Bound by flesh or threat, for a book to be a good book, does it need to have an elemet of peril?


----------



## Eric C (Aug 3, 2009)

Every good book needs conflict, whether external or internal, preferably both. Does conflict always require a villain? I don't think so. Tolstoy once said: "The best stories don't come from ‘good vs. bad’ but from ‘good vs. good.’ "


----------



## grudginglycurmudgeonly (Jun 9, 2012)

Ah tis a question of vantage point then? Like the War Tolstoy spoke of - 'good' really does depend on which side of those spiky bits of metal you're standing on 

Staying away from the no man's land of contrived metaphors, isn't at least some notion of villainy required, some stirring of negative emotion in the reader - rather than just simply conflict?


----------



## R. M. Reed (Nov 11, 2009)

There's "Man vs. Nature." Nature isn't a villain, really, but often threatens the survival of humans.

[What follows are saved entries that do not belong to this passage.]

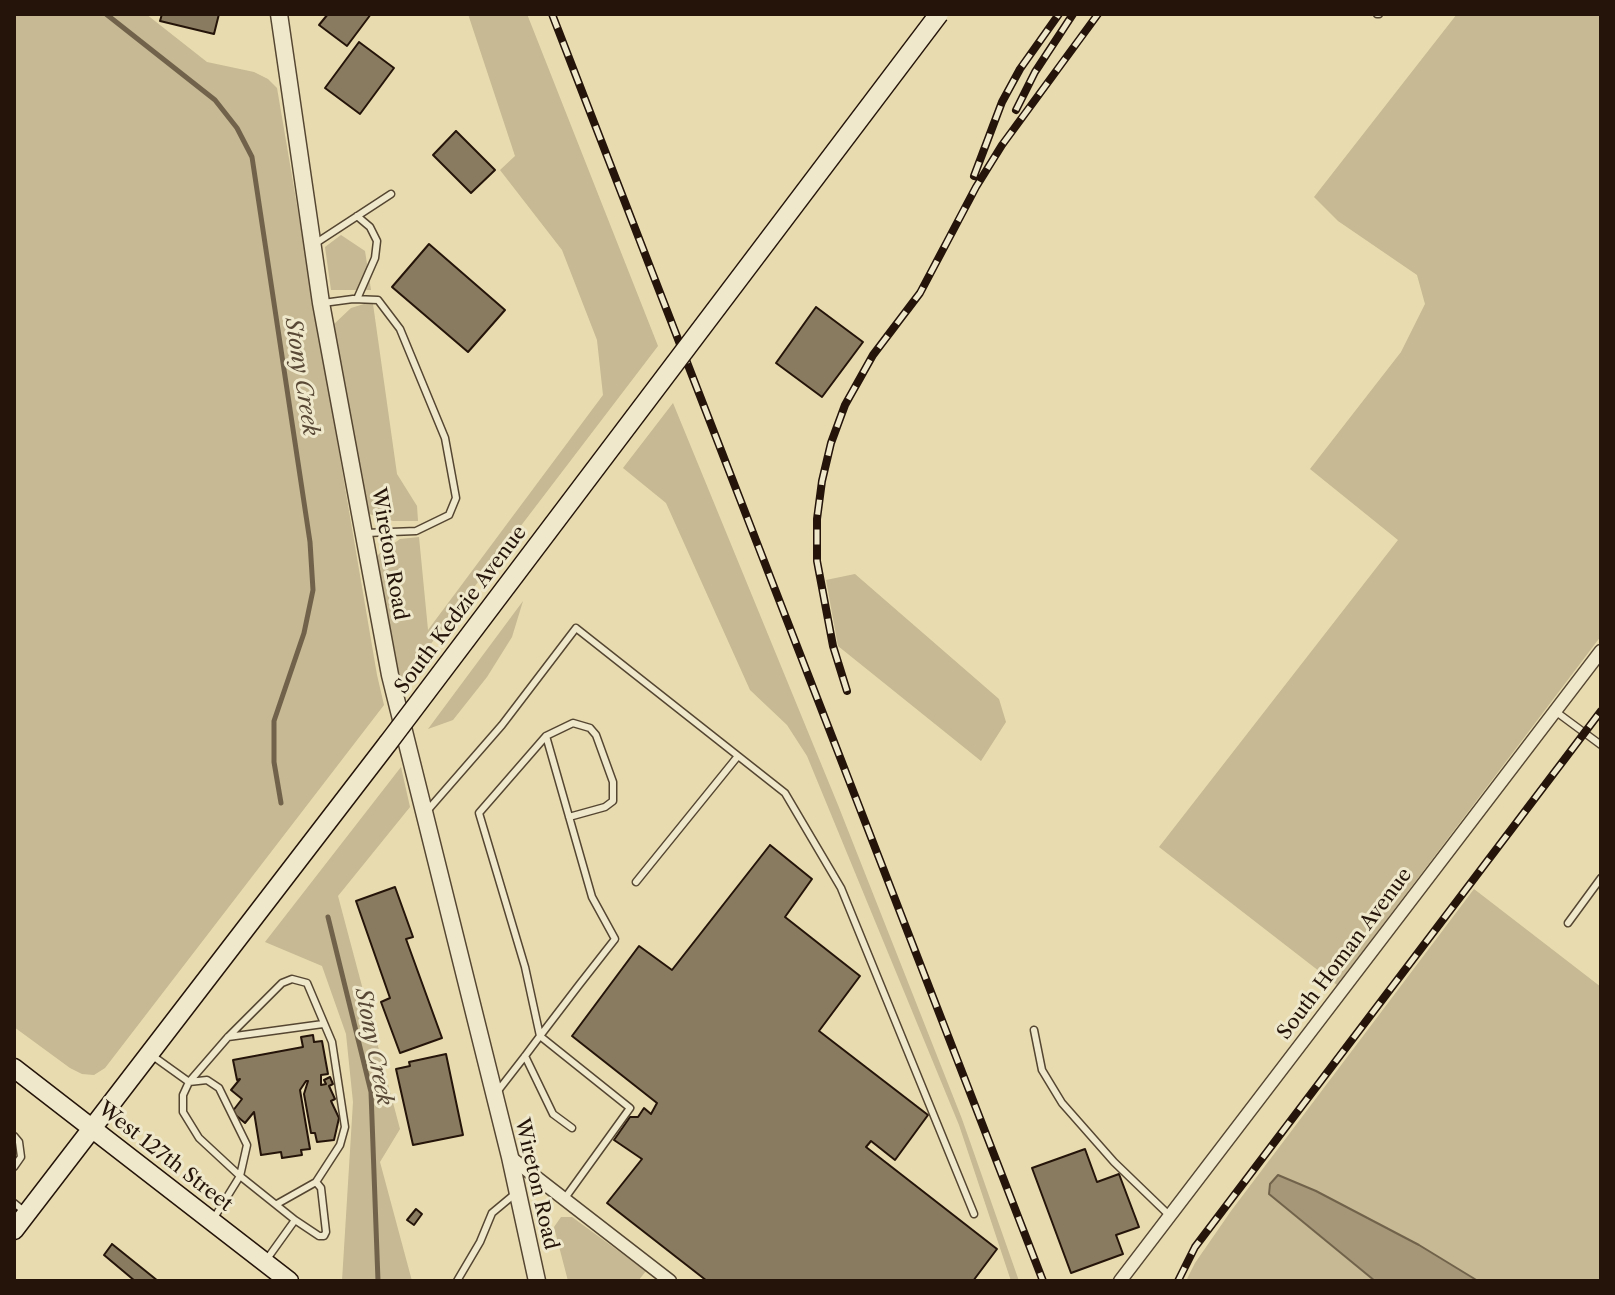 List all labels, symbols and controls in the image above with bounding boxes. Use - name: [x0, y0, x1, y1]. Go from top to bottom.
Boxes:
- water label: Stony Creek: [279, 316, 323, 438]
- street label: Wireton Road: [366, 486, 412, 622]
- street label: South Kedzie Avenue: [390, 521, 532, 699]
- street label: South Homan Avenue: [1273, 864, 1417, 1044]
- water label: Stony Creek: [349, 986, 397, 1108]
- street label: West 127th Street: [93, 1097, 237, 1217]
- street label: Wireton Road: [509, 1116, 563, 1252]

Also many villains, in stories and real life, think they are good. The conflict escalates a lot more when both sides think they're right.


----------



## grudginglycurmudgeonly (Jun 9, 2012)

I know it's a well thumbed cliche, but it's often remarked that 'the only difference between terrorists and patriots is victory and the passage of a few years'

Man Vs Nature sounds suspiciously like a Bear Grylls featurette - in which case I direct you to the notion that in this case, the action of drinking your own urine is the natural enemy (and remedy, miraculously)


----------



## Alpha72 (May 9, 2012)

I agree. Every good story needs a strong villain.

This is actually why I really disliked the recent Avengers movie. The villains were way too weak.


----------



## Mike D. aka jmiked (Oct 28, 2008)

I just read a good book about the life and works of author Will Jenkins (Murray Leinster). It didn't have a villain at all.   

Mike


----------



## grudginglycurmudgeonly (Jun 9, 2012)

Agreed Alpha, even if the villain is weak - there needs to be charisma at least... Surely..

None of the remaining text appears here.